# Thermal Paste and How To Use It



## djbbenn (Nov 21, 2005)

Show article


----------



## TooFast (Feb 28, 2006)

will polishing the heatsink to a mirror shine make a difference???


----------



## Dynamic (Feb 28, 2006)

Great Work! Beautiful pictures and i love the way you designed your guide as well. Unfortunately, i've been using thermal compound and cleaning materials for over 3 years now on my processors, video card's core, and chipset. So this is just a review for me really, thanks!


----------



## djbbenn (Feb 28, 2006)

TooFast said:
			
		

> will polishing the heatsink to a mirror shine make a difference???



It can and it can't... With a mirror finish, it usually means you have lapped the heatsink very well and it's very flat. So it's extremly easy to put too much thermal paste on. It has it's advantages and disadvantages. Try checking the lapping article out.


Big thanks too Urlyin and W1zzard for most of the pictures.  

-Dan


----------



## Urlyin (Feb 28, 2006)

Nicely done Dan ...


----------



## wazzledoozle (Feb 28, 2006)

Heh I never though about the fact that the IHS covers a core when I covered my sempron in AS5. I spent like 15 minutes getting a perfect thin layer over the whole thing


----------



## djbbenn (Mar 1, 2006)

That's why it's called a heat _spreader_ Wazz... lol 

-Dan


----------



## Polaris573 (Mar 1, 2006)

I've always used 90% Isopropyl Alcohol for cleaning.  Now that I'm at college I have access to 100% Pure Methanol.  I've been wondering how well that would work.  Any thoughts?


----------



## djbbenn (Mar 1, 2006)

I'm not sure about methanol... never even had any before. As long as it completely evaporates and leaves no residue, it should be fine.

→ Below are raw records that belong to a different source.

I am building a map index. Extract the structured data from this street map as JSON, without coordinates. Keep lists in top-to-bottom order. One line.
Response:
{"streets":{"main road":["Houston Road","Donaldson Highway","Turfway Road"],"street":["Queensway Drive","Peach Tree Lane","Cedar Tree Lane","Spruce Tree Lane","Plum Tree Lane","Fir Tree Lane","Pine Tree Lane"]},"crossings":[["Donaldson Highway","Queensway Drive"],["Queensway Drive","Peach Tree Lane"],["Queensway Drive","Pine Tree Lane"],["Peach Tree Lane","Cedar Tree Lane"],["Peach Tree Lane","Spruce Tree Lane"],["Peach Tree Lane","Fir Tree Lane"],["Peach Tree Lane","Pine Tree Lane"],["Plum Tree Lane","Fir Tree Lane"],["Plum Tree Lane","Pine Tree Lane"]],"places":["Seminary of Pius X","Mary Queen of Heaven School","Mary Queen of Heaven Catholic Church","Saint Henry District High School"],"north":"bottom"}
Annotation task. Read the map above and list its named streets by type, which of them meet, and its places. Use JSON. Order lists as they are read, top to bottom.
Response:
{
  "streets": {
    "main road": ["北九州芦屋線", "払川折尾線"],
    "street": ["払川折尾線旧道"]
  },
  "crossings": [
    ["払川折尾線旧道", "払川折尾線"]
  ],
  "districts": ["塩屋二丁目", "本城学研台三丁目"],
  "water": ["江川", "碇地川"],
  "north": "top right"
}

90% Isopropyl is great, I use 99%, but it's not very easy to get. If you clean a lot, the ArctiClean is the best.

-Dan


----------



## pentastar111 (Oct 31, 2006)

very nice job in this thread. Informative an precise. @ thumbs up!


----------



## DaMulta (Oct 31, 2006)

Finally someone makes a thread on how this is done. I had to learn the hard way, and **** up a card in the doing it

Edit:I see it was a while back, still good info in it.


----------



## DaMulta (Oct 31, 2006)

You need to add a GPU for your guide. I'm out of AS5 or I would do it.


----------



## djbbenn (Oct 31, 2006)

GPU is the same as a bare die. Just spread the paste as even as you can get it, and slap the sink on.

-Dan


----------



## DaMulta (Oct 31, 2006)

I know it is, but most people don't/


----------



## ARTOSOFT (Oct 31, 2006)

DaMulta said:


> I know it is, but most people don't/


I know  .

When you make a mistake applying thermal paste, you always can correct it by remove the heatsink, clean it, applied (the correct way) thermal paste.

Regards,
Arto.


----------



## strick94u (Nov 1, 2006)

Polaris573 said:


> I've always used 90% Isopropyl Alcohol for cleaning.  Now that I'm at college I have access to 100% Pure Methanol.  I've been wondering how well that would work.  Any thoughts?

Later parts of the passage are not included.